ANVISA AUTORIZA USO DO MOUNJARO PARA CRIANÇAS E ADOLESCENTES COM DIABETES TIPO 2
Medida libera o uso para pacientes de 10 a 17 anos; agência prepara novas regras para a manipulação de canetas emagrecedoras
Reprodução/Internet
A Agência Nacional de Vigilância Sanitária (Anvisa) aprovou, nesta quarta-feira (22), o uso do medicamento Mounjaro para o tratamento do diabetes tipo 2 em crianças e adolescentes entre 10 e 17 anos. Até então, o remédio era autorizado no Brasil somente para adultos, tanto no controle da doença quanto no tratamento da obesidade e, em alguns casos, da apneia do sono relacionada ao excesso de peso.
A decisão ocorre em um cenário preocupante: o Brasil está entre os dez países com maior número de casos de diabetes tipo 2 nessa faixa etária, uma condição antes mais frequente em adultos. Segundo a Sociedade Brasileira de Diabetes, aproximadamente 213 mil adolescentes convivem com a doença, enquanto cerca de 1,46 milhão apresentam pré-diabetes. Esse crescimento está diretamente ligado ao aumento da obesidade infantil, atualmente, um em cada três adolescentes brasileiros está acima do peso.
Base científica
A liberação do medicamento se apoia em resultados de um estudo clínico internacional de fase 3, chamado SURPASS-PEDS, publicado em setembro de 2025 na revista The Lancet. Esse tipo de pesquisa é considerado decisivo antes da aprovação de um tratamento em larga escala, pois avalia sua eficácia e segurança.
O estudo acompanhou adolescentes com diabetes tipo 2 durante 30 semanas, comparando aqueles que receberam o medicamento com um grupo que utilizou placebo. Um dos principais parâmetros analisados foi a hemoglobina glicada, exame que reflete a média da glicose no sangue nos últimos três meses.
Os participantes que utilizaram o Mounjaro apresentaram uma redução média de 2,2 pontos percentuais, partindo de cerca de 8%, indicando melhora expressiva no controle glicêmico. Entre os que receberam a dose de 10 mg, 86,1% atingiram o nível considerado adequado, com hemoglobina glicada igual ou inferior a 6,5%.

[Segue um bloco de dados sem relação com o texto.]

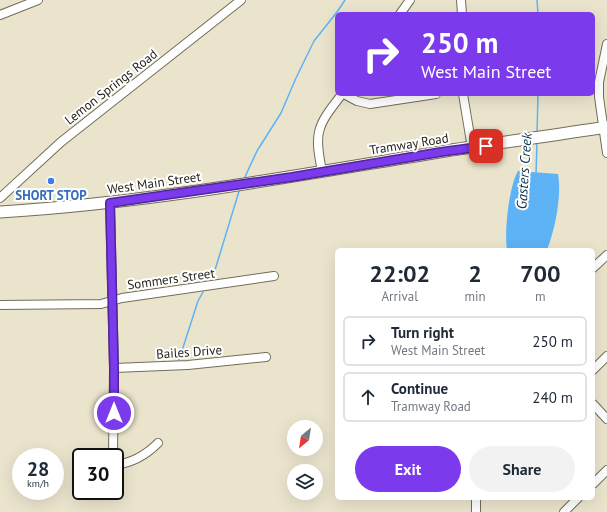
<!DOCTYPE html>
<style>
:root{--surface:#fff;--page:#f2f2f3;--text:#1f2937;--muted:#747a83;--line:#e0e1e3;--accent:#7c3aed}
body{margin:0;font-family:"PT Sans",sans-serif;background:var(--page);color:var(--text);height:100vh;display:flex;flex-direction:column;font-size:15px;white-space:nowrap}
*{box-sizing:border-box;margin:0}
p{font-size:13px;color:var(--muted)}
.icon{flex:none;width:22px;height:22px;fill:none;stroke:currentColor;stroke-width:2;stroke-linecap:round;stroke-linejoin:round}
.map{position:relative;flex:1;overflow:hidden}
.details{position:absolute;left:335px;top:248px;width:260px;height:252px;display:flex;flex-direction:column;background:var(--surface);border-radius:6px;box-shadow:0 4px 16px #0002}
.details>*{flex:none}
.guide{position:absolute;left:335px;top:12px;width:260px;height:84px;border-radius:6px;box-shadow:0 4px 16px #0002;background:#7c3aed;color:#fff;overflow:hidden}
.needle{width:26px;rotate:210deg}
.buttons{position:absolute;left:287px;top:420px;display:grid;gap:8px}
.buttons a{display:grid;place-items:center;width:36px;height:36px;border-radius:50%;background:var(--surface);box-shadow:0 4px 16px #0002;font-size:20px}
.speed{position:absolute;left:12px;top:448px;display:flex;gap:8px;font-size:20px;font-weight:700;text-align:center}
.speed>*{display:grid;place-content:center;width:52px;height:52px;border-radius:50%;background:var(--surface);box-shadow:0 4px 16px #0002;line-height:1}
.speed small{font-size:10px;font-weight:400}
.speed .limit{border:2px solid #111;border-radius:6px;background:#fff;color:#111}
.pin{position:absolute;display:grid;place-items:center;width:34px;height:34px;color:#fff;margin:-17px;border-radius:8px;box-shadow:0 2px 6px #0006}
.me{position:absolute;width:44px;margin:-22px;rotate:0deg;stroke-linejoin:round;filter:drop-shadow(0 0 3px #0008)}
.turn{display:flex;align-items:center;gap:14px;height:84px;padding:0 20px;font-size:18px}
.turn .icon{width:52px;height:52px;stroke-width:2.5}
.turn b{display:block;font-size:28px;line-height:34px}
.eta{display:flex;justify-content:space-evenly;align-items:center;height:68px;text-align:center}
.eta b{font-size:24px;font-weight:700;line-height:28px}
.action{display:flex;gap:8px;margin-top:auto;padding:8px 20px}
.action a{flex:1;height:46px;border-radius:24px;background:var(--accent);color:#fff;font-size:16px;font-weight:700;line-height:46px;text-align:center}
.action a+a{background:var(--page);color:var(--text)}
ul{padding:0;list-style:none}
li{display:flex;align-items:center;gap:12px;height:50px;margin:0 8px 6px;padding:0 12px;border:2px solid var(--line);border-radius:6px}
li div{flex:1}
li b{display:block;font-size:15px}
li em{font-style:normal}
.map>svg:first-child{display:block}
.water{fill:#5db3f6}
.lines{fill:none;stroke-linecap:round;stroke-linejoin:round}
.stream{stroke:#5db3f6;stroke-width:1.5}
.minor-casing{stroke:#736d58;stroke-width:10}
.major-casing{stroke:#736d58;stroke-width:13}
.minor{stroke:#fff;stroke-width:8}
.major{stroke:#fff;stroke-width:11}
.route-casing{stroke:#51269a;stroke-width:10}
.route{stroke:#7c3aed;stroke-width:7}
.shop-dot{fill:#3f7fe0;stroke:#fff;stroke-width:1.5}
.labels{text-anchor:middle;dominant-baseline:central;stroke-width:4;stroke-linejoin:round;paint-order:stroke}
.street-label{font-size:13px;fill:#201e15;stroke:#fff}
.shop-label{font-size:13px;font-weight:bold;fill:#366cbe;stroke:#fff}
.water-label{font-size:14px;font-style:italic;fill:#0e334e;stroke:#fff}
</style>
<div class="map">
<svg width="607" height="512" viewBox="0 0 607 512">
<rect width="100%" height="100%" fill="#ebe4cd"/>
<path class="water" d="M 518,171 L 558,174 C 562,196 555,229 547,250 L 507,250 C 504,232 509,186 518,171 Z"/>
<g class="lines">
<path class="stream" d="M 537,0 L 538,14
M 537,134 L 538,94
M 536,174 L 537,142
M 244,179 L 257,151 L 281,113 L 296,78 L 314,41 L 337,12 L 345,0
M 207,280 L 215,270 L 240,188
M 179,360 L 198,301 L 203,292"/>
<defs>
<path id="minor" d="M 461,0 L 462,14
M 400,14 L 410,0
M 0,15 L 38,0
M 607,44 L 599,82 L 599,97 L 607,153
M 344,94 L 357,101 L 370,104 L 436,94
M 463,94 L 472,148
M 322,172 C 320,159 316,145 319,132 C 322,118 334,105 342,94
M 0,198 L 61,142 L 241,0
M 110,203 L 114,368 L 113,457
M 593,268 L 607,255
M 0,305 L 101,304 L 122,298 L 274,276
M 114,368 L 188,365 L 266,357
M 593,370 L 607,356
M 593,404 L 607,419
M 115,465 C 132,463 146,455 158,443
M 593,484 L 607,470
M 476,498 L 476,512
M 564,512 L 578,498"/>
<path id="major" d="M 0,212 C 148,203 293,176 439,152 C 495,143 551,136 607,127"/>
</defs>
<use href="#minor" class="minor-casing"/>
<use href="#major" class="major-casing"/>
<use href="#minor" class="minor"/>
<use href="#major" class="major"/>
</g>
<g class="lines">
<defs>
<path id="route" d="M 114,413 L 114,368 L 110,203 L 292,177 L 441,152 L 486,146"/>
</defs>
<use href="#route" class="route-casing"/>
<use href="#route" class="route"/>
</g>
<circle class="shop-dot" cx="51" cy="181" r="4"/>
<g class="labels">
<g class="street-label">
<text transform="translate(111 87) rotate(-38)">Lemon Springs Road</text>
<text transform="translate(409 144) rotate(-9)">Tramway Road</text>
<text transform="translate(154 183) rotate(-8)">West Main Street</text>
<text transform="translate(171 279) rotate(-8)">Sommers Street</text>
<text transform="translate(189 352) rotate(-4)">Bailes Drive</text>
</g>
<g class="shop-label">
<text x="51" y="195">SHORT STOP</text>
</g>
<g class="water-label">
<text transform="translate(524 171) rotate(-86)">Gasters Creek</text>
</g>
</g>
</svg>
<div class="buttons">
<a><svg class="needle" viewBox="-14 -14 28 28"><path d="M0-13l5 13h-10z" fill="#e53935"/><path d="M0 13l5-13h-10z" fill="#747a83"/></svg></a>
<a><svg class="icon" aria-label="layers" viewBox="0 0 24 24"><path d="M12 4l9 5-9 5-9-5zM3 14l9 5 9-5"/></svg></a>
</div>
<div class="speed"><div>28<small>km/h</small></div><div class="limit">30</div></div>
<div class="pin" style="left:486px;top:146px;background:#d93025"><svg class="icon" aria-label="arrive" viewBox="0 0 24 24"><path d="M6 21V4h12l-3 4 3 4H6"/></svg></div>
<svg class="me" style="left:114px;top:413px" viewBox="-20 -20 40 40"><circle r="17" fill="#7c3aed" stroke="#fff" stroke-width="3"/><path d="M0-11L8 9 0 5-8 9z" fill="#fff"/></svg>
<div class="guide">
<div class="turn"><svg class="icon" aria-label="right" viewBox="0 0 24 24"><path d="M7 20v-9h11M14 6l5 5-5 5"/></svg><div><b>250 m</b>West Main Street</div></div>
</div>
<section class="details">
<div class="eta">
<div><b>22:02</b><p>Arrival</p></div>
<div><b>2</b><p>min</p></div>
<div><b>700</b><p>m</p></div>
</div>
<ul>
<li><svg class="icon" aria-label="right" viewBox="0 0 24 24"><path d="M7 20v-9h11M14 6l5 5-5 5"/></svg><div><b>Turn right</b><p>West Main Street</p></div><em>250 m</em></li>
<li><svg class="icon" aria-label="ahead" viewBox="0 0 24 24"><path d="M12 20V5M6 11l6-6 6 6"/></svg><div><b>Continue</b><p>Tramway Road</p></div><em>240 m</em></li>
</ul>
<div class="action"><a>Exit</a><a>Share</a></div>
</section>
</div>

O estudo também observou efeitos no peso corporal. Considerando o índice de massa corporal (IMC), ajustado para idade e fase de crescimento, houve redução média de 11,2% na maior dose ao longo do período analisado.
Segurança
No que diz respeito à segurança, o perfil identificado foi semelhante ao já conhecido dessa classe de medicamentos, os agonistas de incretinas (GLP-1). Não foram registrados casos de hipoglicemia grave, e poucos participantes precisaram interromper o tratamento devido a efeitos adversos.
As reações mais comuns foram gastrointestinais, como náuseas, vômitos e diarreia. Em geral, esses efeitos foram leves a moderados e ocorreram principalmente no início do tratamento, durante a adaptação do organismo.
Ampliação e novas medidas
De acordo com a Anvisa, a mudança se refere exclusivamente à ampliação do público indicado para o tratamento do diabetes tipo 2, que agora passa a incluir pacientes pediátricos. As demais indicações do medicamento permanecem restritas aos adultos.
O Mounjaro faz parte da classe dos agonistas do receptor GLP-1, popularmente chamados de “canetas para emagrecimento”.
Na próxima semana, a diretoria da Anvisa deve avaliar uma proposta de norma que estabelece critérios técnicos para a manipulação desses medicamentos. A iniciativa integra um conjunto de ações regulatórias e de fiscalização anunciado recentemente pela agência.
Além disso, foram instituídos dois grupos de trabalho para reforçar o controle sanitário. Um deles reúne representantes do Conselho Federal de Farmácia (CFF), do Conselho Federal de Medicina (CFM) e do Conselho Federal de Odontologia (CFO). O outro terá a função de acompanhar a execução das medidas e sugerir melhorias nas estratégias adotadas.
Na prática, a decisão amplia as alternativas de tratamento para um público que cresce rapidamente e ainda conta com poucas opções terapêuticas, refletindo a mudança no perfil do diabetes tipo 2, cada vez mais presente entre jovens.